Wednesday, July 29, 2015


     I do love me some Sarah Bird.  By which I mean that I love her novels, but I also mean that I have a very strong sense that if I were ever to actually meet her, I would want so badly to be her BFF.  Her books glow with wacky humor and deep compassion.  Her sharp intelligence enlivens all of her intricate plotlines and their satisfying conclusions.  She's one of the handful of authors whose names I periodically Google to see if they've published any new novels, and if they have, I scoop them up.  That's how I found out about Bird's ninth novel, ABOVE THE EAST CHINA SEA (Vintage Press, April 2015).

     Unlike her other novels, this one didn't draw me in at first.  Writers are always told to begin a story with a hook, and I have to admit that a first chapter consisting of a conversation in stylized language between a dead fetus and his dead teenaged mother missed the sweet spot for me by a wide margin.  But this was Sarah Bird, so I persevered.  I'm glad I did.
     We don't learn the name of Tamiko, the pregnant 15-year-old, who lived on Okinawa and died during World War II, until much later in the book, but we do learn a lot about her life before the War.  Her two parents exemplify opposite ends of the social spectrum at the time: her mother comes from a long line of pragmatic, rough-mannered Okinawan peasant farmers, while her father's family has long followed white-collar pursuits - mathematics and calligraphy -  and considers itself refined and elegant, superior in every way to those who toil in the fields.  Tamiko is ashamed of her mother, and ashamed that she takes after her physically: dark skin, round face, broad feet.  Her older sister Hatsuko, on the other hand, seems to have inherited more of her father's genes, and is everything Tamiko longs to be: beautiful, graceful, sophisticated.  Of course, Hatsuko was selected last year to be one of the Princess Lily girls - the chosen few from the entire island who will be invited to attend the one and only girls' high school.  Tamiko is up for the selection process this year, but she has almost no hope for her own prospects and is more or less resigned to her fate - a lifetime of farm work - in advance.  But when the war suddenly arrives on Okinawan shores in the form of invading American ships, the old social order is instantly upended.
     Switch gears to the book's other story, also set on Okinawa but 70 years after Tamiko's.  Luz James is a tough-talking, rule-breaking 17-year-old military brat who pulls off looking like she has her shit together, but secretly contemplatesending it all by jumping off one of the island's high black cliffs.  For Luz, Okinawa is just one more in the endless series of her mother's interchangeable short-term postings.  At first her mother pumps her up about the prospect of meeting their Okinawan relatives - Luz's maternal grandmother was from the island - but that idea is shut down totally after her mother receives a mysterious letter she refuses to discuss with Luz.  So now, the only difference between Okinawa and anyplace else, as far as Luz is concerned, is that this is the first time she's started over in a new place as an only child.
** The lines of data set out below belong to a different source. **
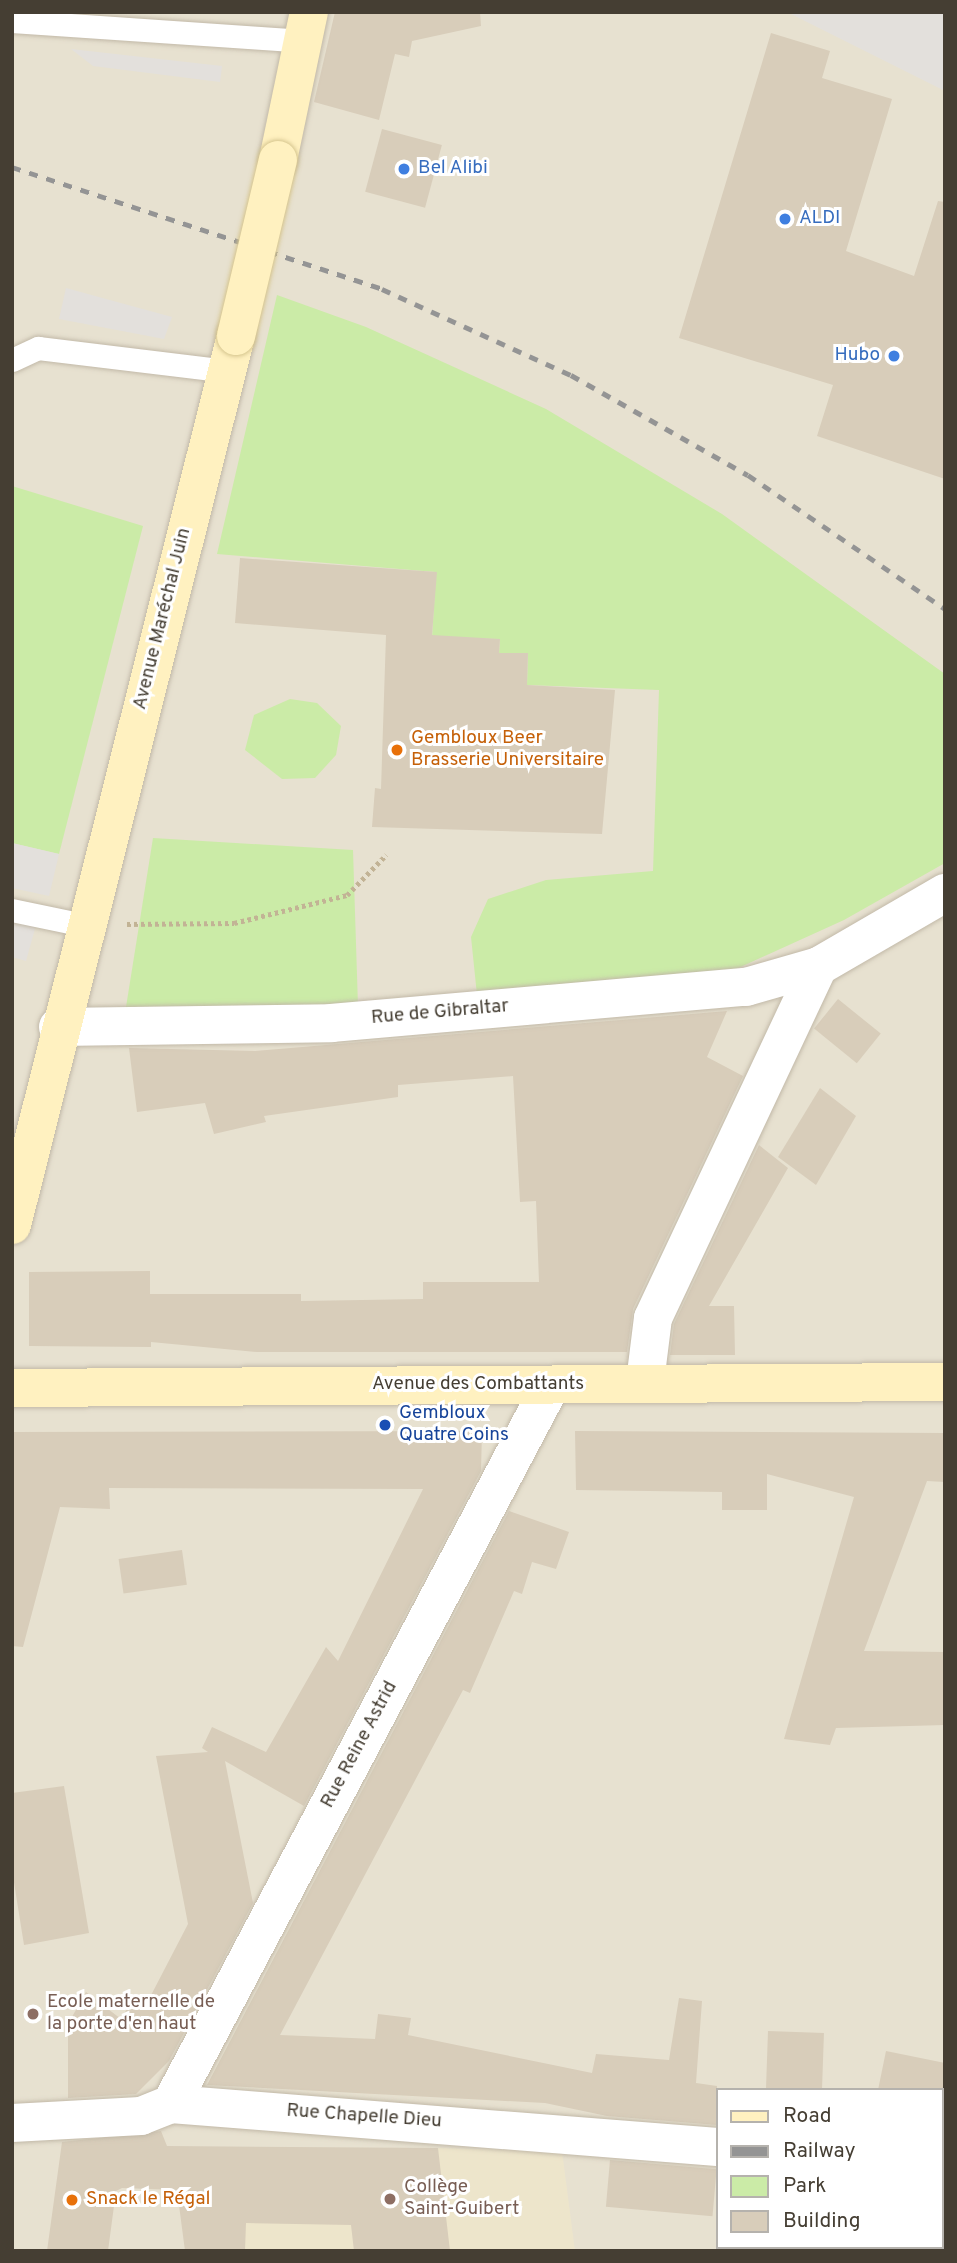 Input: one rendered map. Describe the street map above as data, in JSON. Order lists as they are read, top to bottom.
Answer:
{
  "streets": {
    "street": [
      "Avenue Maréchal Juin",
      "Rue de Gibraltar",
      "Avenue des Combattants",
      "Rue Reine Astrid",
      "Rue Chapelle Dieu"
    ]
  },
  "crossings": [
    ["Avenue Maréchal Juin", "Rue de Gibraltar"],
    ["Avenue des Combattants", "Rue Reine Astrid"],
    ["Rue Reine Astrid", "Rue Chapelle Dieu"]
  ],
  "places": [
    "Bel Alibi",
    "ALDI",
    "Hubo",
    "Gembloux Beer Brasserie Universitaire",
    "Gembloux Quatre Coins",
    "Ecole maternelle de la porte d'en haut",
    "Collège Saint-Guibert",
    "Snack le Régal"
  ],
  "legend": [
    "Road",
    "Railway",
    "Park",
    "Building"
  ]
} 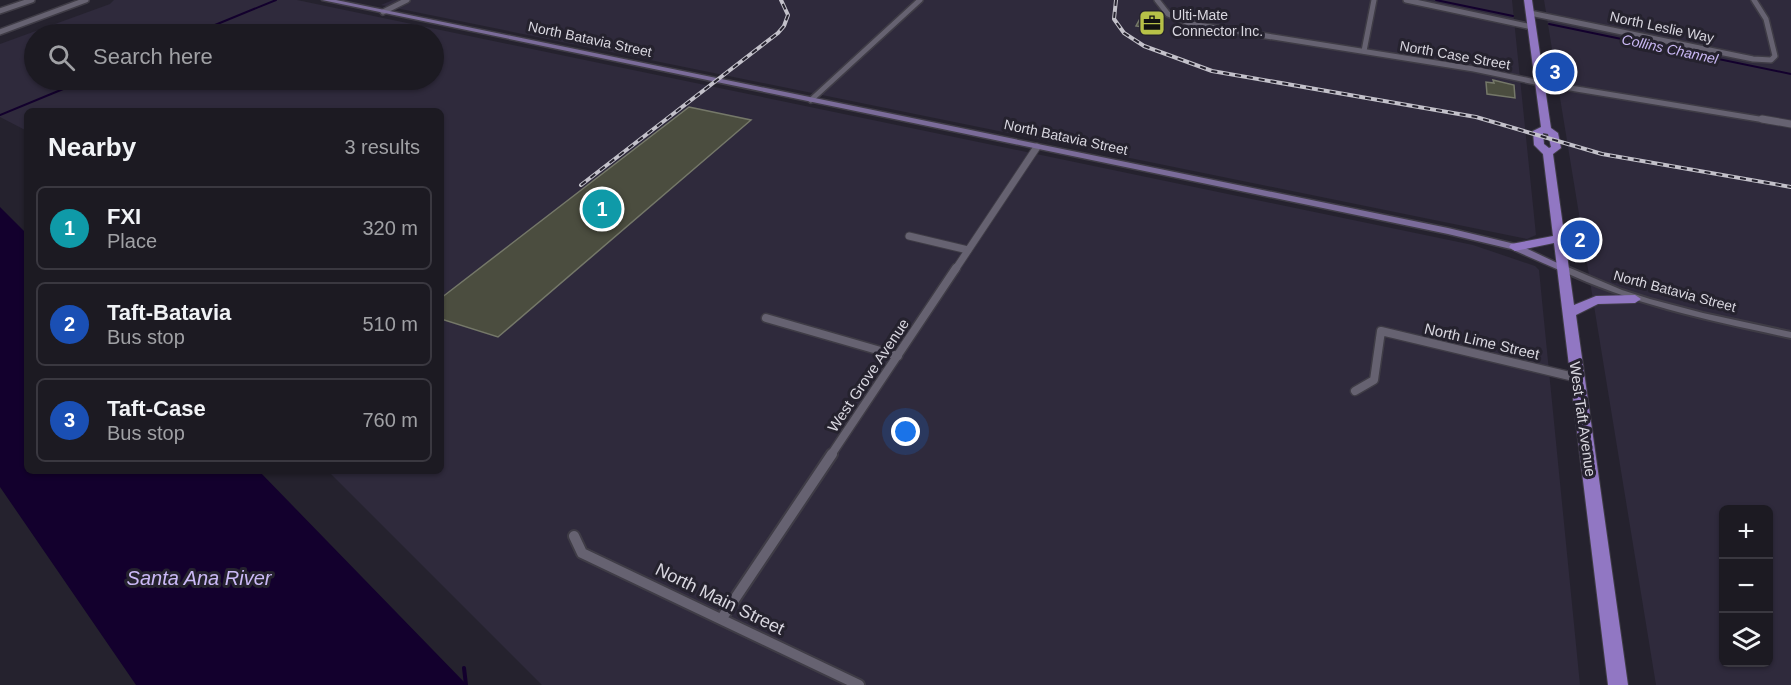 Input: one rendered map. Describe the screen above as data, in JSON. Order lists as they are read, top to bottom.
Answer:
{
  "streets": {
    "main road": ["North Batavia Street", "West Taft Avenue"],
    "street": [
      "North Leslie Way",
      "North Case Street",
      "North Lime Street",
      "West Grove Avenue",
      "North Main Street"
    ]
  },
  "crossings": [
    ["North Leslie Way", "West Taft Avenue"],
    ["North Batavia Street", "West Grove Avenue"],
    ["North Batavia Street", "West Taft Avenue"],
    ["North Case Street", "West Taft Avenue"],
    ["North Lime Street", "West Taft Avenue"],
    ["West Grove Avenue", "North Main Street"]
  ],
  "water": ["Collins Channel", "Santa Ana River"],
  "places": {
    "office": ["Ulti-Mate Connector Inc."]
  },
  "page": {
    "search": "Search here",
    "pins": ["3", "1", "2"],
    "heading": ["Nearby", "3 results"],
    "list": [
      {
        "mark": "1",
        "name": "FXI",
        "note": "Place",
        "value": "320 m"
      },
      {
        "mark": "2",
        "name": "Taft-Batavia",
        "note": "Bus stop",
        "value": "510 m"
      },
      {
        "mark": "3",
        "name": "Taft-Case",
        "note": "Bus stop",
        "value": "760 m"
      }
    ],
    "map_buttons": ["+", "−"]
  }
} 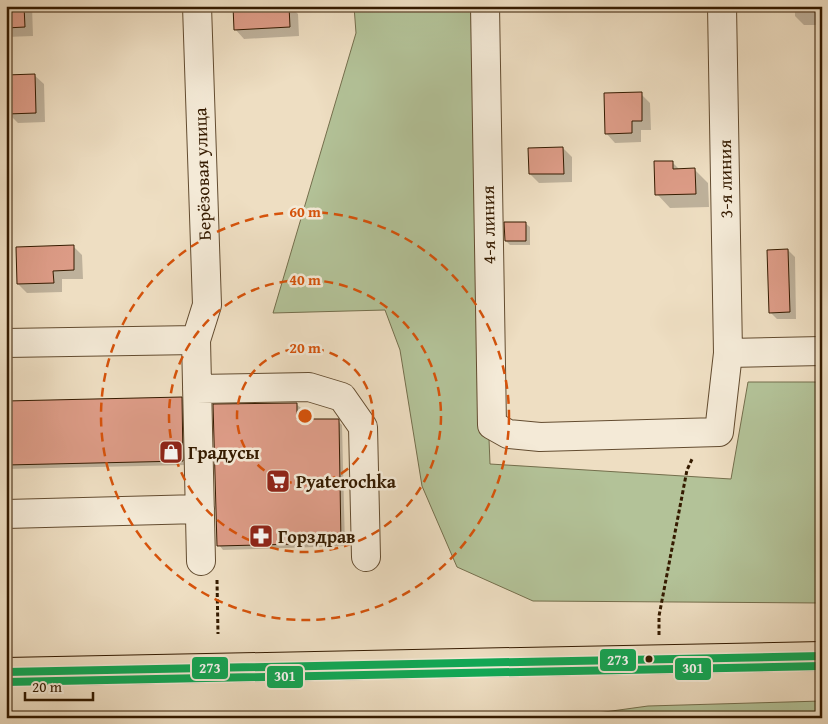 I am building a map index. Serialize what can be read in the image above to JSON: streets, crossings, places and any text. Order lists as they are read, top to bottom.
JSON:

When Luz's older sister stunned her by enlisting right out of high school and then promptly getting herself killed on her first deployment, Luz lost the only person who made her feel like she mattered.  All she's doing now is going through the motions of hanging out with yet another band of base-kid stoners while trying to decide whether it's even worth the effort.  But that begins to change when Luz finds herself trapped in a cave and follows the sound of whimpering until she comes upon a starving, wounded young Okinawan girl who wordlessly begs Luz for help - not for herself, but for her tiny newborn baby.  And it changes even more when she leads Jake, the handsome Okinawan boy who follows Luz to the cave because he's worried about her, back to where she saw the girl and her baby.  But now, only minutes later, there's nothing there but a pile of bones.
     But what's even crazier is how matter-of-factly Jake reacts when Luz can finally bring herself to tell him about the disappearing girl in the cave.  "This is Okinawa," he tells her.  "This is how it is: We live with the dead and the dead live with us.  It's not spooky or creepy or woo-woo; it's just how it is."  But what Jake fails to mention at that point is how much more true all of this becomes during the three-day festival of Odon, when the line between the living and the dead becomes so thin that it requires almost no effort to slip across it  - in either direction.
     I don't know about you, but my knowledge of Okinawa has, until now, begun and ended with Mr. Miaggi.  Wax on, wax off.  I didn't know that Japan had used Okinawa as a pawn in World War II, putting it in harm's way and then not even making a pretense of defending it.  I didn't know that, despite the fact that Okinawa had no stake in the outcome of the War, something like a third of its population was killed by the end of it.  And I didn't know that afterward, part of Japan's peace treaty with the Allied forces was its agreement to cede about one-fifth of Okinawa (which was given no say in the matter) to be used for American military operations. 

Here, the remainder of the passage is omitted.